# About this exercise
After locating the line that contains "display:flex; align-items:center; gap:35px;" in the records below, write out exactly that line and each line after it through the one that contains "display:flex; justify-content:space-evenly; align-items:center;", and nothing else.
═════ Records to process
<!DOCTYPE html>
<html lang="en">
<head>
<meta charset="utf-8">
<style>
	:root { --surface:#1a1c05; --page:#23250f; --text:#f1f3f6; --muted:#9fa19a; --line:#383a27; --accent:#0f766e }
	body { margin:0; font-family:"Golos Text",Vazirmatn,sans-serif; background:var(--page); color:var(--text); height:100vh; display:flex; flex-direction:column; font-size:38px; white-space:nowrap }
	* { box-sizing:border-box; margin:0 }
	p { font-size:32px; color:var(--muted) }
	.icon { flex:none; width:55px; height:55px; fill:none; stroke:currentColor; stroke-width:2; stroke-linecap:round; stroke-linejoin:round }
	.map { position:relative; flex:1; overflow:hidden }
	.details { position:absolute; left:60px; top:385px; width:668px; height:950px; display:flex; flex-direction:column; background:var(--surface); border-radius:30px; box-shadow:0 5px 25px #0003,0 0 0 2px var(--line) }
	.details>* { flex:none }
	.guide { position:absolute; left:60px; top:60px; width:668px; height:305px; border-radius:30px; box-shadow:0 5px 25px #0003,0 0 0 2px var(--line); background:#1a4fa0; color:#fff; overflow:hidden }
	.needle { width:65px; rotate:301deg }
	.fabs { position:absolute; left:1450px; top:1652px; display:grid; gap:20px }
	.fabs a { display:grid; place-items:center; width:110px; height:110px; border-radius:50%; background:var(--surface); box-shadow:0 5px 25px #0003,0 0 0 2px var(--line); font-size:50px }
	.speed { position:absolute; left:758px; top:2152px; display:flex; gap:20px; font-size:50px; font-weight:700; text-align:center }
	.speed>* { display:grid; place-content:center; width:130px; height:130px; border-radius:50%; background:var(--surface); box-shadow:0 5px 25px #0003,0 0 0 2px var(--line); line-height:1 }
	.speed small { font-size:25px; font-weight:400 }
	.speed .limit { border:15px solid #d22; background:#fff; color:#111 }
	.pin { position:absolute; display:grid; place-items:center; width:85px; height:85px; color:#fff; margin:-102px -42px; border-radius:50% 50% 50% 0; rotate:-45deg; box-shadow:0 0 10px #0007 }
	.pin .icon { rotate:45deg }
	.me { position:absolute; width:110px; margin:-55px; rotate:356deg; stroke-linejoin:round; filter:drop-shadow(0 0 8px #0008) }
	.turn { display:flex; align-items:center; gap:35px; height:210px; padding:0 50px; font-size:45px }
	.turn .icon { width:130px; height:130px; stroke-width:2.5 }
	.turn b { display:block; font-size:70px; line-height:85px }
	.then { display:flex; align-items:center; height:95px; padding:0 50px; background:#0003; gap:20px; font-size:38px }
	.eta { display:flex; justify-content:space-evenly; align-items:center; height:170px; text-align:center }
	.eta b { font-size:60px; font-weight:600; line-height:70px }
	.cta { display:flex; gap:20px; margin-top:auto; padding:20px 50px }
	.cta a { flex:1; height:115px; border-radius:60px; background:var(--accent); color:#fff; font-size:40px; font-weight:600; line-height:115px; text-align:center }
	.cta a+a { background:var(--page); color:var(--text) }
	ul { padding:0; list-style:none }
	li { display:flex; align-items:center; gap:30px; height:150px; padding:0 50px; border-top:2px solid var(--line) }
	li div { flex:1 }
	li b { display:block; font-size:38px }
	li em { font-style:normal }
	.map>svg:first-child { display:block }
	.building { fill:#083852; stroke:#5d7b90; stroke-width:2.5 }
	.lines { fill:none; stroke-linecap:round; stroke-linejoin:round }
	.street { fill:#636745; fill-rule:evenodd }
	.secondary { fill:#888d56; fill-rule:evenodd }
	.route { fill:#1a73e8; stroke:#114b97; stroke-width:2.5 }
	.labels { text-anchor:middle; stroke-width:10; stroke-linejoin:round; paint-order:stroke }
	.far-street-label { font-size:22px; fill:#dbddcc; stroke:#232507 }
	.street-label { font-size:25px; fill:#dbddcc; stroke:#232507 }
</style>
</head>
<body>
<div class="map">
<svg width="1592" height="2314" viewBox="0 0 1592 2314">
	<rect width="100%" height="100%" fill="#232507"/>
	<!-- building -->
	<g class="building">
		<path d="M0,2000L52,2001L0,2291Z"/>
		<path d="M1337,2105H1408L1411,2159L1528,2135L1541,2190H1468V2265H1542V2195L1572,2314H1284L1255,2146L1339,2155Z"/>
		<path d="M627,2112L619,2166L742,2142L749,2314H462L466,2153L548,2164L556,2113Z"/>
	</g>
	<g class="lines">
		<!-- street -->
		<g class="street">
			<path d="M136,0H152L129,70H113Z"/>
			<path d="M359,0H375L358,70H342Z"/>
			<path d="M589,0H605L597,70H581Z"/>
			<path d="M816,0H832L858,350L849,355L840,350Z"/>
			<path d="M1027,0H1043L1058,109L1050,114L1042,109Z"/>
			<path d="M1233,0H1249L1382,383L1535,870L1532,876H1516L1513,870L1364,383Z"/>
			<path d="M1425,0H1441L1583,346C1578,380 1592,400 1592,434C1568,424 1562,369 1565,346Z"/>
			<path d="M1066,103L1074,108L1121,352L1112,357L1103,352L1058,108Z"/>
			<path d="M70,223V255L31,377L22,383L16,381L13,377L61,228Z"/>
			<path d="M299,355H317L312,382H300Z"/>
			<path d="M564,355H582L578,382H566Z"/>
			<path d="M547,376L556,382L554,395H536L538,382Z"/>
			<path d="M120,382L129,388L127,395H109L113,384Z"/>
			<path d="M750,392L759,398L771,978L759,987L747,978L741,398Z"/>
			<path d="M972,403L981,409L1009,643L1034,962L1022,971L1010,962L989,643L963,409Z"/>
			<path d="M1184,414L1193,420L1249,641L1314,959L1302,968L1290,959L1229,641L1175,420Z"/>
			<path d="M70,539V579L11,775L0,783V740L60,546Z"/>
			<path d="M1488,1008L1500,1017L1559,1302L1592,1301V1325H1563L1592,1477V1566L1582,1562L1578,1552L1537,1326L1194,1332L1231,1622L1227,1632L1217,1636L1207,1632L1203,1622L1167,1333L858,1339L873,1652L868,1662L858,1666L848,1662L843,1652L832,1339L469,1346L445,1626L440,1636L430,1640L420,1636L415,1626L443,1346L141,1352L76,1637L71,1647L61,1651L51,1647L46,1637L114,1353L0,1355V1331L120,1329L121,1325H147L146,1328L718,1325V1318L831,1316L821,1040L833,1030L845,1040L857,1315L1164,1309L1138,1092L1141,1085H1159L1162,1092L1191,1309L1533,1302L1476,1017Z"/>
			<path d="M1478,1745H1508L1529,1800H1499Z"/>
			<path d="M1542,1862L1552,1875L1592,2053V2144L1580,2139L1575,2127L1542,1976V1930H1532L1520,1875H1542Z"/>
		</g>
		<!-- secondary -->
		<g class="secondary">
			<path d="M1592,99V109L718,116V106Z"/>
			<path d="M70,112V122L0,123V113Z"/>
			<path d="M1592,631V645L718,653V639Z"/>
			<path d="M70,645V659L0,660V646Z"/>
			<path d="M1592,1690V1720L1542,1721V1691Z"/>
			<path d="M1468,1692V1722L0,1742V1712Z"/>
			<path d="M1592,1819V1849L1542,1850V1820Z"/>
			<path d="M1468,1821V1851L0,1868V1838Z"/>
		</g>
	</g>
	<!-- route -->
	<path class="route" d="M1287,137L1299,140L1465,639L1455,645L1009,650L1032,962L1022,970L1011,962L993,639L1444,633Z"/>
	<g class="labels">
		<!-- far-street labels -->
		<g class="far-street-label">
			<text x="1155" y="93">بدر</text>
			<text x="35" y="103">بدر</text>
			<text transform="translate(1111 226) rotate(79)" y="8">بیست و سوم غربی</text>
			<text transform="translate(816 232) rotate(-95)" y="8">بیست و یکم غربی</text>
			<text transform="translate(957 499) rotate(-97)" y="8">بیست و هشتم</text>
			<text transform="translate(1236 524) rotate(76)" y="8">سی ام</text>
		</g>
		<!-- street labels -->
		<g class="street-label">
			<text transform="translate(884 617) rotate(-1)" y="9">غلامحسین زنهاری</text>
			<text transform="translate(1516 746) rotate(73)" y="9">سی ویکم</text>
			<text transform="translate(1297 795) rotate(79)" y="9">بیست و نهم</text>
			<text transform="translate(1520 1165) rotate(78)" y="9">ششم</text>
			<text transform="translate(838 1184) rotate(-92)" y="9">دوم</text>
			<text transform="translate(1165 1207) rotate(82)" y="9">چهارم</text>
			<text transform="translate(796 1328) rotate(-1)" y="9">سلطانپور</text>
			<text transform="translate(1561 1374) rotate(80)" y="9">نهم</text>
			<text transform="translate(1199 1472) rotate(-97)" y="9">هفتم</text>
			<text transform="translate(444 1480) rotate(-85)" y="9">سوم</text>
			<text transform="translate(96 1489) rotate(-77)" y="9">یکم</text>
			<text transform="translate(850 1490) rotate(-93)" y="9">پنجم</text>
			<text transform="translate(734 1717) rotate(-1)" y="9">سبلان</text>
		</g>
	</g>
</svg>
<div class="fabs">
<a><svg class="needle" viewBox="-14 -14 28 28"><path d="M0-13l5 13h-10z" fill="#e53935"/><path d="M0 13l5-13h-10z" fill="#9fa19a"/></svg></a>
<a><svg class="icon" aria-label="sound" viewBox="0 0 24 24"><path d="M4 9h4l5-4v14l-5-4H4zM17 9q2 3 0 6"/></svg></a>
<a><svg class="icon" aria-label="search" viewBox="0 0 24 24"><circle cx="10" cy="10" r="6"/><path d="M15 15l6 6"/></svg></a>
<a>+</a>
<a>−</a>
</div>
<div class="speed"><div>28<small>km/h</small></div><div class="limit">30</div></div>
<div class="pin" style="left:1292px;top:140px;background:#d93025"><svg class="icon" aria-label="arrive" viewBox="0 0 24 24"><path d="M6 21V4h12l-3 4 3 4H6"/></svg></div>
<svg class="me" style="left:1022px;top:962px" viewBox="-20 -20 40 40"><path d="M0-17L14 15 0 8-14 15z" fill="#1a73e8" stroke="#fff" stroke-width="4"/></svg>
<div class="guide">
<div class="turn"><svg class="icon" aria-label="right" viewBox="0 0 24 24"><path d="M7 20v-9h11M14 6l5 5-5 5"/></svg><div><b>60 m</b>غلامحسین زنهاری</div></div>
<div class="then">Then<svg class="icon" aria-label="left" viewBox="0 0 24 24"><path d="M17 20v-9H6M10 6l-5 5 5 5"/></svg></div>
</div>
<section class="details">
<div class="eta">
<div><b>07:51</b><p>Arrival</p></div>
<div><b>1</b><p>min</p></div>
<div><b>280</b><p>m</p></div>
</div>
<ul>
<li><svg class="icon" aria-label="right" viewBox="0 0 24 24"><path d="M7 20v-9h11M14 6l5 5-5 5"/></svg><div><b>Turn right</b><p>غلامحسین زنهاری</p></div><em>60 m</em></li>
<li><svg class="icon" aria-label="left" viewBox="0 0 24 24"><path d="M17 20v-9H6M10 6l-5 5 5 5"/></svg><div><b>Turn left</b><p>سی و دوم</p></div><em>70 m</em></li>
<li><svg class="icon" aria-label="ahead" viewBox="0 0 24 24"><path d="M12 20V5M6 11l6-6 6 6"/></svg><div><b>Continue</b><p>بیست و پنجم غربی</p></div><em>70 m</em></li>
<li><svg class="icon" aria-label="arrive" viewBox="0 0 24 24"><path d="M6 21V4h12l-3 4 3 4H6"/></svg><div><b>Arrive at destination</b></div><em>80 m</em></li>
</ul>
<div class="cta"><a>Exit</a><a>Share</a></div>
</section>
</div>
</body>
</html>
══════════
# Result for this task
	.turn { display:flex; align-items:center; gap:35px; height:210px; padding:0 50px; font-size:45px }
	.turn .icon { width:130px; height:130px; stroke-width:2.5 }
	.turn b { display:block; font-size:70px; line-height:85px }
	.then { display:flex; align-items:center; height:95px; padding:0 50px; background:#0003; gap:20px; font-size:38px }
	.eta { display:flex; justify-content:space-evenly; align-items:center; height:170px; text-align:center }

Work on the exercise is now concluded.